EXERCISE DESCRIPTION :: Each line below needs to be repeated precisely as it is.

Saved data entries ::
..........

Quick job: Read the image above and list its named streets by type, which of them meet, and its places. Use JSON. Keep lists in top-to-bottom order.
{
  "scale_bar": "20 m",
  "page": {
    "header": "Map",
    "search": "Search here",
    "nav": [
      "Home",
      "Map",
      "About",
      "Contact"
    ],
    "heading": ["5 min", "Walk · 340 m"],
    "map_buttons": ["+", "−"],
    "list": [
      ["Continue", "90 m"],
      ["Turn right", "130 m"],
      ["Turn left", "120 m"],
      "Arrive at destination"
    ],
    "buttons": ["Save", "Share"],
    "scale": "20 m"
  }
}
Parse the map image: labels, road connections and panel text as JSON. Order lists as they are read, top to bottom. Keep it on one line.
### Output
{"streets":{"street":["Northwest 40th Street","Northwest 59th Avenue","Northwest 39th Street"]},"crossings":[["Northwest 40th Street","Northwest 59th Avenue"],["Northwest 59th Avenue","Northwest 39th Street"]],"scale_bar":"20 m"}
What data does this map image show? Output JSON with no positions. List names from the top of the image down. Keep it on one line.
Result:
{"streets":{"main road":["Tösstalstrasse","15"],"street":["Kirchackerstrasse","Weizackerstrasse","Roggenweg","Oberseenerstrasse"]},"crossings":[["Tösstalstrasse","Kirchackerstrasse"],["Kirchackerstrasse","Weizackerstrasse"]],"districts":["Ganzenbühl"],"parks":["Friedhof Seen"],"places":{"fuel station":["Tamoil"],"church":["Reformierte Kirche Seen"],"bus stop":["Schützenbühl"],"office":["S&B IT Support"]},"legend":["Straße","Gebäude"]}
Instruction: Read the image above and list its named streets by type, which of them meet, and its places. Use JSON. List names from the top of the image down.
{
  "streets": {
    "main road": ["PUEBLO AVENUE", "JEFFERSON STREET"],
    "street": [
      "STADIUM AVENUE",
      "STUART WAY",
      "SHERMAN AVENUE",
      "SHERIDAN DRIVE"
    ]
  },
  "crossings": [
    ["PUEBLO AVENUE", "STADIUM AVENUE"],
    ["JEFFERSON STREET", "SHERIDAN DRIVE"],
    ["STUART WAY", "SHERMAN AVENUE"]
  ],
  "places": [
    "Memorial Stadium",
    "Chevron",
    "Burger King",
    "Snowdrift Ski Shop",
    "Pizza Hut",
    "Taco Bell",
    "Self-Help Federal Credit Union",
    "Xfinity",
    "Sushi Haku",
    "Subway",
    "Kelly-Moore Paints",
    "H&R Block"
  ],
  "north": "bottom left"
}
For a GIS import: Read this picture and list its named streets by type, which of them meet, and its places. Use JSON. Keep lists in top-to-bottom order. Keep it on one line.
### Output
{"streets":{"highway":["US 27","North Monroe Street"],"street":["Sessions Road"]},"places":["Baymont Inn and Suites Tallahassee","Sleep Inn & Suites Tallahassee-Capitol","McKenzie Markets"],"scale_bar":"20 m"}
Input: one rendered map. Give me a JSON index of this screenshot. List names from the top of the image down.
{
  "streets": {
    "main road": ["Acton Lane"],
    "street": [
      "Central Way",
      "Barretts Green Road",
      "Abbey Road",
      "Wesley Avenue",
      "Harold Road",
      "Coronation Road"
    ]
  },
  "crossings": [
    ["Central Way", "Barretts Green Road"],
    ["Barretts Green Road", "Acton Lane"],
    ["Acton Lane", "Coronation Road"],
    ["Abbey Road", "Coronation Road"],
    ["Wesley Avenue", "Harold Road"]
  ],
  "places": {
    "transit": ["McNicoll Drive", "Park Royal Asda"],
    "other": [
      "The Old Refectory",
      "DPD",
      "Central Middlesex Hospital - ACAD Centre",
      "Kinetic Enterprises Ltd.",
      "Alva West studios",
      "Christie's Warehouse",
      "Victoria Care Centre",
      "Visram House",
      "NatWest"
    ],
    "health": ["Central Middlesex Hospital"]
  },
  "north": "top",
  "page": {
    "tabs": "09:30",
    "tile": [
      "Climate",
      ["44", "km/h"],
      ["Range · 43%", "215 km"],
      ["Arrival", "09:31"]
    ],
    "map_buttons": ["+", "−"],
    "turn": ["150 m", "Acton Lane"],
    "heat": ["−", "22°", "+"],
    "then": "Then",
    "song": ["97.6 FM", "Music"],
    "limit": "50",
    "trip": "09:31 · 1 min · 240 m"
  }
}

..........

THE COMPLETED TASK ::
Quick job: Read the image above and list its named streets by type, which of them meet, and its places. Use JSON. Keep lists in top-to-bottom order.
{
  "scale_bar": "20 m",
  "page": {
    "header": "Map",
    "search": "Search here",
    "nav": [
      "Home",
      "Map",
      "About",
      "Contact"
    ],
    "heading": ["5 min", "Walk · 340 m"],
    "map_buttons": ["+", "−"],
    "list": [
      ["Continue", "90 m"],
      ["Turn right", "130 m"],
      ["Turn left", "120 m"],
      "Arrive at destination"
    ],
    "buttons": ["Save", "Share"],
    "scale": "20 m"
  }
}
Parse the map image: labels, road connections and panel text as JSON. Order lists as they are read, top to bottom. Keep it on one line.
### Output
{"streets":{"street":["Northwest 40th Street","Northwest 59th Avenue","Northwest 39th Street"]},"crossings":[["Northwest 40th Street","Northwest 59th Avenue"],["Northwest 59th Avenue","Northwest 39th Street"]],"scale_bar":"20 m"}
What data does this map image show? Output JSON with no positions. List names from the top of the image down. Keep it on one line.
Result:
{"streets":{"main road":["Tösstalstrasse","15"],"street":["Kirchackerstrasse","Weizackerstrasse","Roggenweg","Oberseenerstrasse"]},"crossings":[["Tösstalstrasse","Kirchackerstrasse"],["Kirchackerstrasse","Weizackerstrasse"]],"districts":["Ganzenbühl"],"parks":["Friedhof Seen"],"places":{"fuel station":["Tamoil"],"church":["Reformierte Kirche Seen"],"bus stop":["Schützenbühl"],"office":["S&B IT Support"]},"legend":["Straße","Gebäude"]}
Instruction: Read the image above and list its named streets by type, which of them meet, and its places. Use JSON. List names from the top of the image down.
{
  "streets": {
    "main road": ["PUEBLO AVENUE", "JEFFERSON STREET"],
    "street": [
      "STADIUM AVENUE",
      "STUART WAY",
      "SHERMAN AVENUE",
      "SHERIDAN DRIVE"
    ]
  },
  "crossings": [
    ["PUEBLO AVENUE", "STADIUM AVENUE"],
    ["JEFFERSON STREET", "SHERIDAN DRIVE"],
    ["STUART WAY", "SHERMAN AVENUE"]
  ],
  "places": [
    "Memorial Stadium",
    "Chevron",
    "Burger King",
    "Snowdrift Ski Shop",
    "Pizza Hut",
    "Taco Bell",
    "Self-Help Federal Credit Union",
    "Xfinity",
    "Sushi Haku",
    "Subway",
    "Kelly-Moore Paints",
    "H&R Block"
  ],
  "north": "bottom left"
}
For a GIS import: Read this picture and list its named streets by type, which of them meet, and its places. Use JSON. Keep lists in top-to-bottom order. Keep it on one line.
### Output
{"streets":{"highway":["US 27","North Monroe Street"],"street":["Sessions Road"]},"places":["Baymont Inn and Suites Tallahassee","Sleep Inn & Suites Tallahassee-Capitol","McKenzie Markets"],"scale_bar":"20 m"}
Input: one rendered map. Give me a JSON index of this screenshot. List names from the top of the image down.
{
  "streets": {
    "main road": ["Acton Lane"],
    "street": [
      "Central Way",
      "Barretts Green Road",
      "Abbey Road",
      "Wesley Avenue",
      "Harold Road",
      "Coronation Road"
    ]
  },
  "crossings": [
    ["Central Way", "Barretts Green Road"],
    ["Barretts Green Road", "Acton Lane"],
    ["Acton Lane", "Coronation Road"],
    ["Abbey Road", "Coronation Road"],
    ["Wesley Avenue", "Harold Road"]
  ],
  "places": {
    "transit": ["McNicoll Drive", "Park Royal Asda"],
    "other": [
      "The Old Refectory",
      "DPD",
      "Central Middlesex Hospital - ACAD Centre",
      "Kinetic Enterprises Ltd.",
      "Alva West studios",
      "Christie's Warehouse",
      "Victoria Care Centre",
      "Visram House",
      "NatWest"
    ],
    "health": ["Central Middlesex Hospital"]
  },
  "north": "top",
  "page": {
    "tabs": "09:30",
    "tile": [
      "Climate",
      ["44", "km/h"],
      ["Range · 43%", "215 km"],
      ["Arrival", "09:31"]
    ],
    "map_buttons": ["+", "−"],
    "turn": ["150 m", "Acton Lane"],
    "heat": ["−", "22°", "+"],
    "then": "Then",
    "song": ["97.6 FM", "Music"],
    "limit": "50",
    "trip": "09:31 · 1 min · 240 m"
  }
}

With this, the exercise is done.